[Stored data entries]
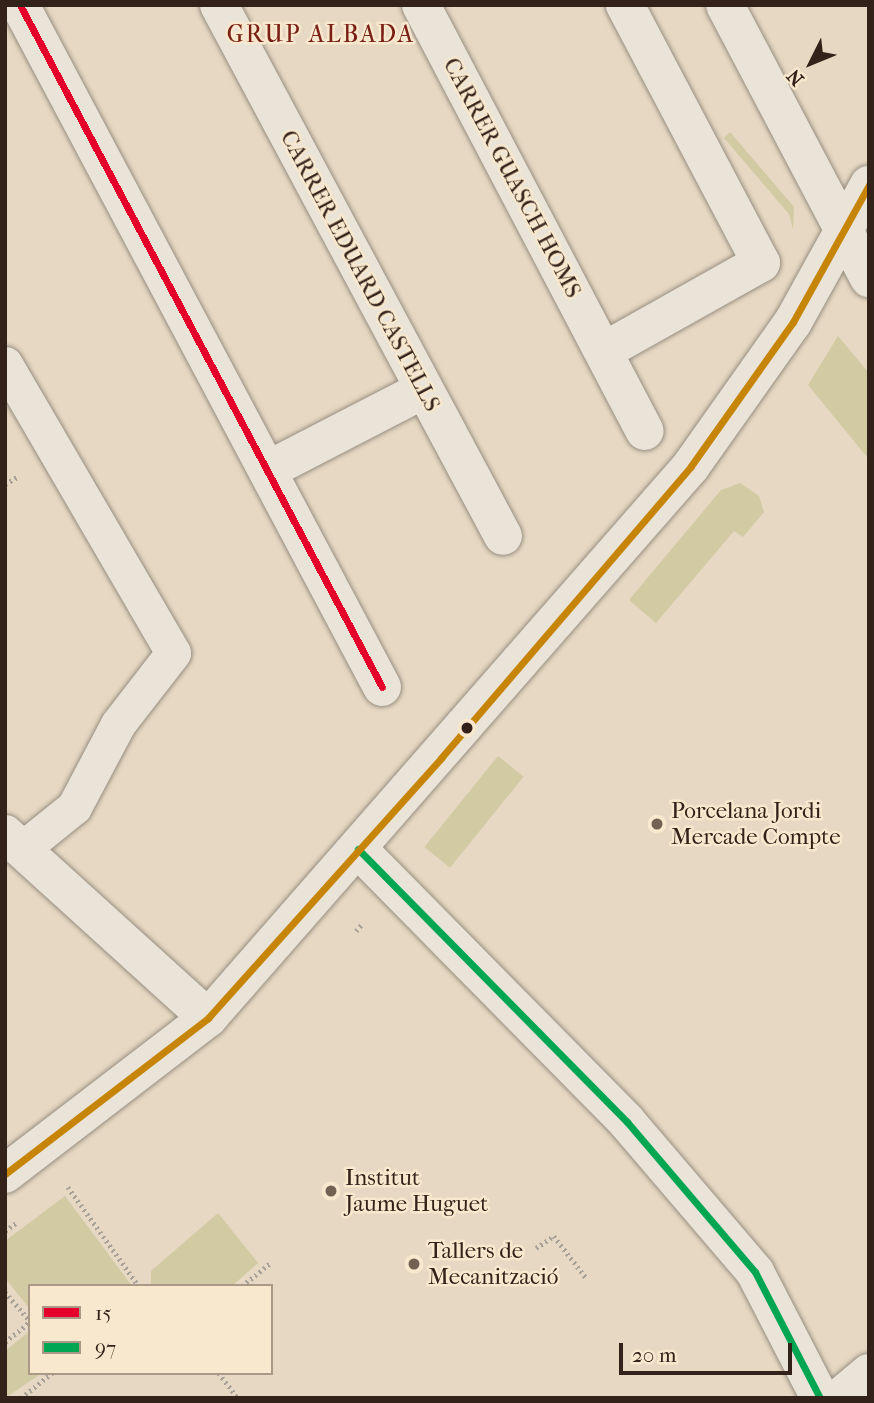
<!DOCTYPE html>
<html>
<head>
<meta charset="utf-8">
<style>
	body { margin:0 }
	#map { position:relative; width:874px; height:1403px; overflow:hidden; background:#e6d8c2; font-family:"IM FELL French Canon",serif }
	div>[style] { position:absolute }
	.green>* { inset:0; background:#d1caa3; transform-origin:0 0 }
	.path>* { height:4.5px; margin-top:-2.25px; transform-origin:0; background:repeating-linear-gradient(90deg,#a9a298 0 2px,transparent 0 5.5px) }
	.roads { filter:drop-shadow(0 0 2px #988e81) drop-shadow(0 0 2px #988e81) }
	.lane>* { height:35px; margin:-17.5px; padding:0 17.5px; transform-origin:17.5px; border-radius:17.5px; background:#e9e3d8 }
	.street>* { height:38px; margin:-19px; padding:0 19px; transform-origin:19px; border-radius:19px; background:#e9e3d8 }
	.secondary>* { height:38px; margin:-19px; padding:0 19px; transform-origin:19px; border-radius:19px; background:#e9e3d8 }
	.bus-1>* { height:7px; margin:-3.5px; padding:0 3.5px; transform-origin:3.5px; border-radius:3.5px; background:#e4002b }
	.bus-2>* { height:7px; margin:-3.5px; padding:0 3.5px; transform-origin:3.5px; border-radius:3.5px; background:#00a651 }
	.bus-3>* { height:7px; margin:-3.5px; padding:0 3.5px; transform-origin:3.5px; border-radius:3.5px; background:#c68506 }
	.dots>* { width:19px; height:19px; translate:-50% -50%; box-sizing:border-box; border:4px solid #f8e8ce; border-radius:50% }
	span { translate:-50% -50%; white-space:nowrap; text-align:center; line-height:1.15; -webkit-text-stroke:5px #f8e8ce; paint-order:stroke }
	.street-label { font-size:23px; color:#332219 }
	.poi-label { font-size:23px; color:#332219 }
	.left { translate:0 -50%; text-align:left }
	.neighbourhood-label { font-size:24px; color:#7a1f14; letter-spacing:2px }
	.frame { position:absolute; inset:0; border:7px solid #332219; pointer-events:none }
	.legend { position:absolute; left:28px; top:1284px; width:245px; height:91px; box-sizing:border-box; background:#f8e8ce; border:2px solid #a99986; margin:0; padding:9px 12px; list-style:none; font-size:21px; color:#332219 }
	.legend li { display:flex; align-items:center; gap:14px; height:35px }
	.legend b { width:35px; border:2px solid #a99986 }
	.north { position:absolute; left:776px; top:28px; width:70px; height:70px; -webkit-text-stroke:5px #f8e8ce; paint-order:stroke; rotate:227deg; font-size:19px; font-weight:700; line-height:28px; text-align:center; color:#332219 }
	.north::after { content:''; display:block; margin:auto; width:24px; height:32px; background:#332219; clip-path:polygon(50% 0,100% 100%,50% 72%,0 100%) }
	.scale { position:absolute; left:619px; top:1343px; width:173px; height:32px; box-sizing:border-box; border:4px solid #332219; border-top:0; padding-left:9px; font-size:21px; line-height:24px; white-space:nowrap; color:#332219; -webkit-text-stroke:5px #f8e8ce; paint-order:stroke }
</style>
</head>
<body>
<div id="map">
	<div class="green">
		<div style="clip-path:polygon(730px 132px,794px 207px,793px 229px,789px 214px,724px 138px)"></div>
		<div style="clip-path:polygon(838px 336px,869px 373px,867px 457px,808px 385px)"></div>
		<div style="clip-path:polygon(740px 483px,759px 496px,764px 512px,743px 537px,734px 531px,656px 623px,629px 600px,721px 490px)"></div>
		<div style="left:498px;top:756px;width:33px;height:117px;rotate:39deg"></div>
		<div style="clip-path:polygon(65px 1196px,132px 1286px,30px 1286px,30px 1309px,5px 1278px,5px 1241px)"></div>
		<div style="clip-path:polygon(218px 1213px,258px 1263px,232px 1286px,151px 1286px,151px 1271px)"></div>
		<div style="clip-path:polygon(30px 1331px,30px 1373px,42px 1373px,5px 1398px,5px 1351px)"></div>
	</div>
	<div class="path">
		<div style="left:5px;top:484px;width:14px;rotate:-30deg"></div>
		<div style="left:356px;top:931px;width:8px;rotate:-50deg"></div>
		<div style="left:68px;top:1187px;width:122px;rotate:54.4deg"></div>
		<div style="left:5px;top:1231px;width:14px;rotate:-36deg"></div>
		<div style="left:536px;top:1248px;width:22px;rotate:-34deg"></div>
		<div style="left:554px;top:1236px;width:54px;rotate:52.5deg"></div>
		<div style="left:242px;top:1286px;width:36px;rotate:-39deg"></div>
		<div style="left:5px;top:1292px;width:38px;rotate:49deg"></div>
		<div style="left:5px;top:1342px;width:32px;rotate:-39deg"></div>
		<div style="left:219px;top:1373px;width:31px;rotate:53deg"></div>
		<div style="left:21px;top:1398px;width:40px;rotate:-39deg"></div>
	</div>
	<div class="roads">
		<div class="lane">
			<div style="left:5px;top:364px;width:334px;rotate:59.8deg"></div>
			<div style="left:173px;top:653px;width:90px;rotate:127.8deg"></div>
			<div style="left:118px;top:724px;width:94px;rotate:117.9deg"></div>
			<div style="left:74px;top:807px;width:67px;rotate:141.1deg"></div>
		</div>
		<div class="street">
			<div style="left:20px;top:5px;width:772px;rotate:62.04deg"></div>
			<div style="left:219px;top:5px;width:602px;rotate:61.86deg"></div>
			<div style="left:421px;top:5px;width:481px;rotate:62.3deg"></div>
			<div style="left:725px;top:5px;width:309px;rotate:62.2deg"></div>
			<div style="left:604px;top:351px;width:180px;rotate:-29.3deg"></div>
			<div style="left:761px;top:263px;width:292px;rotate:-117.8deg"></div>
			<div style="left:268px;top:470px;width:174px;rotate:-27.3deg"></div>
			<div style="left:5px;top:834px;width:274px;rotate:42.2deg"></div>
			<div style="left:208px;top:1018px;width:256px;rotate:142.5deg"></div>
			<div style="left:358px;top:849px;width:383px;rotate:45.4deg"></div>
			<div style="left:627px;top:1122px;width:197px;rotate:49.5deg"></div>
			<div style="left:755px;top:1272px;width:142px;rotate:62.7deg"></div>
			<div style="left:839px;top:1398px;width:39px;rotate:-40deg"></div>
		</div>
		<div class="secondary">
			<div style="left:208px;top:1018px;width:733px;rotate:-48.81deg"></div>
			<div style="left:691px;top:466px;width:176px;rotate:-54.7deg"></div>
			<div style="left:793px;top:322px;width:157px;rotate:-61deg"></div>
		</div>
	</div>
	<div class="bus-1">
		<div style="left:20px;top:5px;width:772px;rotate:62.04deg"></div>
	</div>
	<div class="bus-2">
		<div style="left:358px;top:849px;width:383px;rotate:45.4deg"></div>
		<div style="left:627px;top:1122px;width:197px;rotate:49.5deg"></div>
		<div style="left:755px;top:1272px;width:142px;rotate:62.7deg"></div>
	</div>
	<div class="bus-3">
		<div style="left:5px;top:1174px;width:256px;rotate:-37.5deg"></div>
		<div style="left:208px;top:1018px;width:349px;rotate:-48.1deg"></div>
		<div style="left:441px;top:758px;width:384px;rotate:-49.4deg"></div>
		<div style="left:691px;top:466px;width:176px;rotate:-54.7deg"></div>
		<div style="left:793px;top:322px;width:157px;rotate:-61deg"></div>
	</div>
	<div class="dots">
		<div style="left:467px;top:728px;background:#332219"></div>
		<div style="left:657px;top:824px;background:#726254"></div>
		<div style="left:331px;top:1191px;background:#726254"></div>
		<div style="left:414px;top:1264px;background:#726254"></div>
	</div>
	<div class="street-label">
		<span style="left:512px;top:178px;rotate:62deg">CARRER GUASCH HOMS</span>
		<span style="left:360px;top:271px;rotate:62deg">CARRER EDUARD CASTELLS</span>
	</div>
	<div class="poi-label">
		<span class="left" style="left:671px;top:824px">Porcelana Jordi<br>Mercade Compte</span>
		<span class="left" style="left:345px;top:1191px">Institut<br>Jaume Huguet</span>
		<span class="left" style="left:428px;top:1264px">Tallers de<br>Mecanització</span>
	</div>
	<div class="neighbourhood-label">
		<span style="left:321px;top:35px">GRUP ALBADA</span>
	</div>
	<div class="frame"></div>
	<ul class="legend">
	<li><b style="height:9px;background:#e4002b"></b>15</li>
	<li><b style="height:9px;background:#00a651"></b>97</li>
	</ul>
	<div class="north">N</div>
	<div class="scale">20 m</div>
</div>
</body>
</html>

- _What the exercise asks_
Could you set down verbatim the lines from the beginning of the entries above through the line containing "height:35px; margin:-17.5px; padding:0", both included, leaving out the pictures?

- _Exercise result_
<!DOCTYPE html>
<html>
<head>
<meta charset="utf-8">
<style>
	body { margin:0 }
	#map { position:relative; width:874px; height:1403px; overflow:hidden; background:#e6d8c2; font-family:"IM FELL French Canon",serif }
	div>[style] { position:absolute }
	.green>* { inset:0; background:#d1caa3; transform-origin:0 0 }
	.path>* { height:4.5px; margin-top:-2.25px; transform-origin:0; background:repeating-linear-gradient(90deg,#a9a298 0 2px,transparent 0 5.5px) }
	.roads { filter:drop-shadow(0 0 2px #988e81) drop-shadow(0 0 2px #988e81) }
	.lane>* { height:35px; margin:-17.5px; padding:0 17.5px; transform-origin:17.5px; border-radius:17.5px; background:#e9e3d8 }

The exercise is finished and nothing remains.